The report had to be completed as per language in Virginia decriminalization bill and makes 20 specific recommendations for legalizing cannabis for recreational, adult use. Those recommendations, which are described in detail in the report, pertain to regulatory structure, industry structure, licensing structure, taxation, other regulatory structural considerations, banking, social equity, local control, product regulation, personal cultivation, impaired driving, impairment and employment, health impacts, consumer education and product safety, THC levels, cannabis use disorder, youth impacts, prevention and education, health equity, and clean indoor air act.

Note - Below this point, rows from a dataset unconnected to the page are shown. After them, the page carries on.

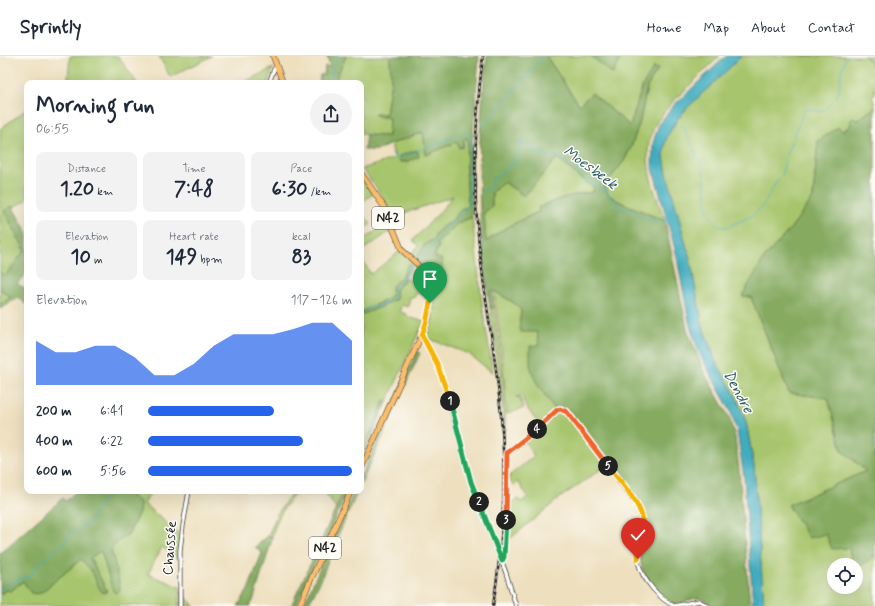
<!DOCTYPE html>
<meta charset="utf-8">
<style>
:root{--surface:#fff;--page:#f2f2f3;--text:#1f2937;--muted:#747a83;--line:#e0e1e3;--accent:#2563eb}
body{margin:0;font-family:Mynerve,sans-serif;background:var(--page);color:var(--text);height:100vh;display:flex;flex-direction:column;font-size:15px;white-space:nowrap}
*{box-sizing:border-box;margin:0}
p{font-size:13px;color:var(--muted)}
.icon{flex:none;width:22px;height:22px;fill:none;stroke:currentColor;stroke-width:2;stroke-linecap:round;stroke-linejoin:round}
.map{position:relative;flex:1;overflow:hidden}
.sheet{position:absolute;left:24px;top:24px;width:340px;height:414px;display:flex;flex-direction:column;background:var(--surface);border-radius:8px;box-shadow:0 4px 16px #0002}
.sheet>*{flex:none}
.tools{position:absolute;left:827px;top:502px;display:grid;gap:8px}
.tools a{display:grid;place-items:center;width:36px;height:36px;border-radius:50%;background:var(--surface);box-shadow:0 4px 16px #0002;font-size:20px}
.pin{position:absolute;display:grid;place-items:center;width:34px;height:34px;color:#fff;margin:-41px -17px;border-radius:50% 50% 50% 0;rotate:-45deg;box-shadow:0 0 4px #0007}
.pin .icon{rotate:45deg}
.km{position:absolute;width:20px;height:20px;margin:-10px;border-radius:50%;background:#222;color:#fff;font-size:11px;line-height:20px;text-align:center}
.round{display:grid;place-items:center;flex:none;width:42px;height:42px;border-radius:21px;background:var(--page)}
.summary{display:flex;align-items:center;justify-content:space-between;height:68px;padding:0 12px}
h1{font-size:22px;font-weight:700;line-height:30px}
.figures{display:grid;grid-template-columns:repeat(3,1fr);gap:6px;height:68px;padding:4px 12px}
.figures div{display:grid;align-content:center;border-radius:8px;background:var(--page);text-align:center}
.figures b{font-size:20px;font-weight:700}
.figures small{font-size:11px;font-weight:400}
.figures p{font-size:11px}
.chart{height:112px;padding:8px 12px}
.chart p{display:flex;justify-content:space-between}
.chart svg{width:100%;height:72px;margin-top:4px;fill:var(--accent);opacity:.7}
ul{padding:0 12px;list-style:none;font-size:13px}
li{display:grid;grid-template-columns:64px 48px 1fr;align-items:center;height:30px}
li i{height:10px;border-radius:5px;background:var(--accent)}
header{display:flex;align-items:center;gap:24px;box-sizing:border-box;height:56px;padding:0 20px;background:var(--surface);border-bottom:1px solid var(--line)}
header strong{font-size:19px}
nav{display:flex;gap:22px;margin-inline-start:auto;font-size:14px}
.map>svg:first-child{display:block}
</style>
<header>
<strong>Sprintly</strong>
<nav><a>Home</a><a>Map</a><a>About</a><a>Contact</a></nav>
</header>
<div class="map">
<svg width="875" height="550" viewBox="0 0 875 550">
<rect width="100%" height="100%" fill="#fdfcf7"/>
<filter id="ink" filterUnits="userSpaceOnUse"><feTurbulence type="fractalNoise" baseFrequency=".025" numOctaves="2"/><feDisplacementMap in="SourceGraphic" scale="8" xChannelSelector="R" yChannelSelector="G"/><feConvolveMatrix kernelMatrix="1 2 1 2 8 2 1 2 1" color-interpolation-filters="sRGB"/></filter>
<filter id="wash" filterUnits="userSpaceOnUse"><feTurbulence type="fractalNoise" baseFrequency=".012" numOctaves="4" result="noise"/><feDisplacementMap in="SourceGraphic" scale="16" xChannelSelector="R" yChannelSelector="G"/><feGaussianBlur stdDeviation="0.9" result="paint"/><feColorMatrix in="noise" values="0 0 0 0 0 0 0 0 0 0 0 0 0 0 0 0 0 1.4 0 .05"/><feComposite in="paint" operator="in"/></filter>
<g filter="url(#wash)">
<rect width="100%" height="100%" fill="#eee0bf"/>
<path fill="#a7c56c" stroke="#627044" d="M70,0H118L137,27H62L68,23Z
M159,0H212L170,21Z
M346,0H390L391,25L386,58H375V60L389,61L388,81L361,78V27H334Z
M546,0H591L613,18L621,0H720C709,10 699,20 689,30C669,49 648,68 648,98C647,121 658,144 665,165L618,145L608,138L605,129L624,105L631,91L640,65L647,31L658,13L654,11L636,52L630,70L592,37L580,50Z
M742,0H865L875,14V38L872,42L875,46V51L843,75L818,85L813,142L742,240L751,241L789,337L828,342L842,394L866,415L788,449L826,478L849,492L852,509H834V531H856V513L875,500V550H764L754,410L746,366L736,340L716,306L703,272L690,203L667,118L664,101L665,87L668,79L677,64L687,52Z
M273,12L268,27H242Z
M27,53V144C20,149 12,150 4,155L25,194L5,220L0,216V73Z
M424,76L426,99L457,85L458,89L463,91L464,82H467L468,86L466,112L468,149L449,168H446L434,183L424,189L419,198L415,202L411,199L418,190L413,184L439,157L453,140L394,161L378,134L362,113L395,102L391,88Z
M557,102L587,128L594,131L593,136C574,138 555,143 538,152L540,155C520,164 502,173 486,186L484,156L492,151V136L504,126L524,140Z
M364,125L373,138L362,146L361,127Z
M366,161L371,168L361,175V165Z
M472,161L482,247L493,317L469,298L427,282C426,275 430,271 432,264C435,251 436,239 432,226L436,225L442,204L434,201L439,190L437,188L458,167Z
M388,167L391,175L361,195V185Z
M400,195L413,209H412C407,212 406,214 403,219C399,226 392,227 391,236L393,238C387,244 381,246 373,250C369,251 365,254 361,256V202L371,218Z
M405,222L426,231L428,239L415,237V241H410L408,251L401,249L400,256L406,258L410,262L424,265L387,346L384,345L361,399V259L383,250L391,245L395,244L397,241L395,234L404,226Z
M0,233L11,241L0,248Z
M494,235L519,250L521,256L519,266L537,276L539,289V331L555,353L540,369L526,351L522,340L516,341L520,342L524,352L507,358L502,298Z
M494,251L503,323L506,375H504L501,336L490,252Z
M560,354L566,358L607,409L561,441L507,485L508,449L518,443L521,446L528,441L518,426L513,429L509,424V420L534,400L525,385Z
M125,435H152L144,448L181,479L179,503L162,491L148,518L180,531L179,550H0V538L7,534L11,535L23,525L27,531L60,521L81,503L91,514L96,522L95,511L90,501L101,495L113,535L116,537L120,530L111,493L121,483L129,478L139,456L140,447Z
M293,435H298C285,448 276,463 272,481L268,480L277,458Z
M323,435H344L336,452Z
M182,536L194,550H181Z"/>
<path fill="#85aa60" stroke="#50633e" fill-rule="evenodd" d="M327,0H346L334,27H319L320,19H324L325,10L330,11Z
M390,0H479L472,87V161L458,167L437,188L439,190L434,200L442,204C443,212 441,224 432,226L426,213L415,202L419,198L424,189L434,183L435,178L443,170L449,168L462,152H465L468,149L466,112L468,86L467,82H465L464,83L463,91L459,92L457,86L426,99L423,76L391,88L378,94H364L366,79L388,80L389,62L375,60V58H386L391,25Z
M487,0H546L579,49L592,37L630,70L642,31L654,11L658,13L647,31L640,65L631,91L624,105L605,129L608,138L618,145L665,165L687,273L704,316L729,361L735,381L739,413L750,550H711C698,533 686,550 672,547C666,544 661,537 656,533C623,501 655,482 641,450L568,354C563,351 561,350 555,353L539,331L533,319L530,309V290L539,289L537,276H520C519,267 520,265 521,257C521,248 500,239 492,234L494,251L490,252C487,231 483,209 482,188C477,125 479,62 487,0ZM557,102L587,128L594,131L593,136C574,138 555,144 538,152L539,156C520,164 502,173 486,186L484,156L492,151V136L504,126L524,140Z
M591,0H621L613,18Z
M865,0H875V14Z
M875,51V500L856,513V509H852L849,492L832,493L826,478L809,482L788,449L866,415L842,394L828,342L789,337L751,241L742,240L764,202L790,173L813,142L818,85L838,71L843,75L851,69L850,63L854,61L857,65Z
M417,94L419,101L406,106H400L399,100Z
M12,150L27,176V216L17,228L27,233V249L18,242L0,253V248L11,241L0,233V216L5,220L25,194L4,155Z
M408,208L413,209C405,218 405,226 395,234L397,241L395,244L391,245L383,250L361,259V256L374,249L382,247L393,238L391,236L392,230L403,219Z
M417,295L420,297L361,428V420Z
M384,345L387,346L361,406V399L375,367Z
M76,435H125L140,447L139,456L128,478L121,483L111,493L120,531V534L116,537L113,535L101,495L90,502L107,535L104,537L101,536L91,514L81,503L42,536L37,538L31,537L23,525L11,535L7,534L0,538V497L63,442L66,445Z
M344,435H348L296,550H291Z
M354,435H358L335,486L320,526L307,550H303Z
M268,480L272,481L271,487L253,545L250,550H238L248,534L262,497L255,491Z"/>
<path fill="#3facbe" stroke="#2e646d" d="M726,0H742L687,52L677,64L668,79L665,87L664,101L667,118L690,203L703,272L716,306L736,340L746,366L754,410L764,550H753L744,422L737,375L730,354L701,301L694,282L689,266L676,197L652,109L653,87L658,71L663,63L672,51Z"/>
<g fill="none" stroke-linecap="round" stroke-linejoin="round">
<path stroke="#3facbe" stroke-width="1" d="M332,27V13L338,0
M836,41L839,35L841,15L847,0
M682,68L702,111L705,124L707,154L716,167L722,171H727L750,161L761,152L765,146L776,126L779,122
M483,69L484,70L543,0
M390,93L394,101
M396,103L463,78H467L470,81L469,149L447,172L433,191L417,204
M782,120L787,96L806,51C817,58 825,56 832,46
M482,136C489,134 493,131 492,123L502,117L507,110L517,107L519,104L517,98L520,95L522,92L520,88V86C532,86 531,93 538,99L540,98L544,95L549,103L554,99C562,102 568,105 575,111C577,119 584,121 589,127H598L601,134H607L610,141L616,144L617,150L628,155H634C640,163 659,167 668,165
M361,255L373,250L378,251L394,242L395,240L393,232L401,225L407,214L412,209
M0,533L8,530L17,524L28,521L34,516L35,511C42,509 43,503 48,500C49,499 50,499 51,498C56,494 56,489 64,489C67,482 67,476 76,476L83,469L89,468C89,465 100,447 103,445C106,441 110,440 112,435"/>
</g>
</g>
<g filter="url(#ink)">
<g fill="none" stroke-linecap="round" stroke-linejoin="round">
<defs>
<path id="minor" d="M269,27L274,13L277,12
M422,279L437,308L445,332L471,425L506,517L516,550
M502,505L504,501L507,397L540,371L557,354L560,353L567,356C584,379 603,402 620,426C627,435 636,445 641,456C644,464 643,471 641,480C635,503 637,514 653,533C659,540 666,546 674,550L699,545L708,550
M180,550V494L183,470L189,435"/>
<path id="primary" d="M273,0L283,27
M361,117L384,151L402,194L418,209L427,224L431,242L427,267L361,413
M299,550L351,435"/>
</defs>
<use href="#minor" stroke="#3c3934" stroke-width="5"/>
<use href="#primary" stroke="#3c3934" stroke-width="6"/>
<use href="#minor" stroke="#fff" stroke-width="3.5"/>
<use href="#primary" stroke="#fabe6d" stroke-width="5"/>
<defs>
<path id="rail" d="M483,0C476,55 473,110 477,166C481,224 493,281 499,339C507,409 504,481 493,550"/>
</defs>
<use href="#rail" stroke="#1c1c1c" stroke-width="2.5"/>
<use href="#rail" stroke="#fdfcf7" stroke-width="1" stroke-dasharray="3" stroke-linecap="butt"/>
</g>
</g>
<g fill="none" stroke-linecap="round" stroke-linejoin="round" filter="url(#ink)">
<defs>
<path id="split-1" d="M430,247L426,267L422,279L437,308L450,345"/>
<path id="split-2" d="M450,345L471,426L479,446"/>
<path id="split-3" d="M479,446L502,505L504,501L506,464"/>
<path id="split-4" d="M506,464L507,397L537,373"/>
<path id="split-5" d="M537,373L557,354L560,353L567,356L608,410"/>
<path id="split-6" d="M608,410C619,424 644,450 643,469C643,480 637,491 638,503"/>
</defs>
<use href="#split-1" stroke="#fff" stroke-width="8"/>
<use href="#split-2" stroke="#fff" stroke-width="8"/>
<use href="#split-3" stroke="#fff" stroke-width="8"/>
<use href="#split-4" stroke="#fff" stroke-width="8"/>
<use href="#split-5" stroke="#fff" stroke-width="8"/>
<use href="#split-6" stroke="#fff" stroke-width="8"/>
<use href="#split-1" stroke="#f5b400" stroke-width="5"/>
<use href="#split-2" stroke="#22a559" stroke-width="5"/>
<use href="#split-3" stroke="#22a559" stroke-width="5"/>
<use href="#split-4" stroke="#f0652b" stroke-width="5"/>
<use href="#split-5" stroke="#f0652b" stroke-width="5"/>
<use href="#split-6" stroke="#f5b400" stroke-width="5"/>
</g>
<g text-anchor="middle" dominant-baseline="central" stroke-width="3" stroke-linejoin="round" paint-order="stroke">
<g fill="#fdfcf7" stroke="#605f5e" stroke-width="1">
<rect x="372" y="151" width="32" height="22" rx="3"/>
<rect x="309" y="481" width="32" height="22" rx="3"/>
</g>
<g font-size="13" font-weight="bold" fill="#1c1c1c">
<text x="388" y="162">N42</text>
<text x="325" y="492">N42</text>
</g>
<g font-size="14" fill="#1c1c1c" stroke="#fdfcf7">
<text transform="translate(170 492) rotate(-86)">Chaussée</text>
</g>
<g font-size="15" font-style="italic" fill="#2c5d65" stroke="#fdfcf7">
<text transform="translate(590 112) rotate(36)">Moesbeek</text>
<text transform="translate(738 336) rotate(62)">Dendre</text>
</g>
</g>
</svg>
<div class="tools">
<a><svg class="icon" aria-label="locate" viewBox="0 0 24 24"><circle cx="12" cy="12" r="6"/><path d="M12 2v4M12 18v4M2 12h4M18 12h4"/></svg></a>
</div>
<div class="pin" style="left:430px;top:247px;background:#1e9e55"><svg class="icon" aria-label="arrive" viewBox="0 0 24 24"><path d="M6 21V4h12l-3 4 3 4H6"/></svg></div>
<div class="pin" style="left:638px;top:503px;background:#d93025"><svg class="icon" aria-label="check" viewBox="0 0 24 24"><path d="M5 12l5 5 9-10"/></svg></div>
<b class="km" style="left:450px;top:345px">1</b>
<b class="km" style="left:479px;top:446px">2</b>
<b class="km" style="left:506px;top:464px">3</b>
<b class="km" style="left:537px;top:373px">4</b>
<b class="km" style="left:608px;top:410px">5</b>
<section class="sheet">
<div class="summary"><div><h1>Morning run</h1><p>06:55</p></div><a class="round"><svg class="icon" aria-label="share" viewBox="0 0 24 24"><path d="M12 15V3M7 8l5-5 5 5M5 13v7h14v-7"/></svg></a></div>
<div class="figures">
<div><p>Distance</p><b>1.20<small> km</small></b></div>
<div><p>Time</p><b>7:48</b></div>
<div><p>Pace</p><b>6:30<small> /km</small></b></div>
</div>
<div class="figures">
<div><p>Elevation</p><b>10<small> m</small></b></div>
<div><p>Heart rate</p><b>149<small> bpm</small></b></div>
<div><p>kcal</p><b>83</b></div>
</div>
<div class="chart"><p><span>Elevation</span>117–126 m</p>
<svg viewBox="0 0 160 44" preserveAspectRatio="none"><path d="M0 44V17L10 24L20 24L30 20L40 20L50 27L60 38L70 38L80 31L90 20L100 13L110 13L120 13L130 10L140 6L150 6L160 17V44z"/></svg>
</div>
<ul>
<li><b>200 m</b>6:41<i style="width:62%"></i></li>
<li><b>400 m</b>6:22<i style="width:76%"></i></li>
<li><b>600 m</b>5:56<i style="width:100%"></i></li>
</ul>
</section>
</div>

There is a lot of unpack in the report, but there are a few notable details worth exploring. The report for example does directly handle issues of equity and cannabis in Virginia under its social equity recommendation: “Virginia should consider that undoing the harms of criminalization should include expungement or sealing of criminal records, creation and issuance of social equity licenses, assistance with access to capital and business planning, consideration of how the entire regulatory scheme could affect barriers to entry into the industry, and community reinvestment and monitoring with a disparity report,” the report reads.
In terms of economic impacts, the report says that “a legal adult-use marijuana industry could be worth $698 million to $1.2 billion annually in economic activity and up to $274 million in tax revenues per year at industry maturation.”
With the release of the report to the public, Governor Northam also released a brief statement that suggests that the report will be a guide to how cannabis will be legalized in Virginia rather than if cannabis will be legalized. The report itself goes out of its way to say it is not recommending whether or not to legalize cannabis but recommending how to do it should Virginia decide to do so.
“The purpose of this report is not to recommend to either the Governor or the General Assembly whether or not the Commonwealth should take legislative action to legalize marijuana,” the report said.
“We will advance new laws to make sure that our Commonwealth legalizes marijuana the right way,” Northam said in a statement. “Virginia has studied the experience of other states and this report lays out a path forward that leads with social equity, public health, and public safety.”
The report is a fascinating document of the workgroup over the years, with pages of slides, graphs, images, and more detailing how the workgroup arrived at its conclusions in the appendices. And it could be a useful model for how future states—especially states in the South—approach legalization.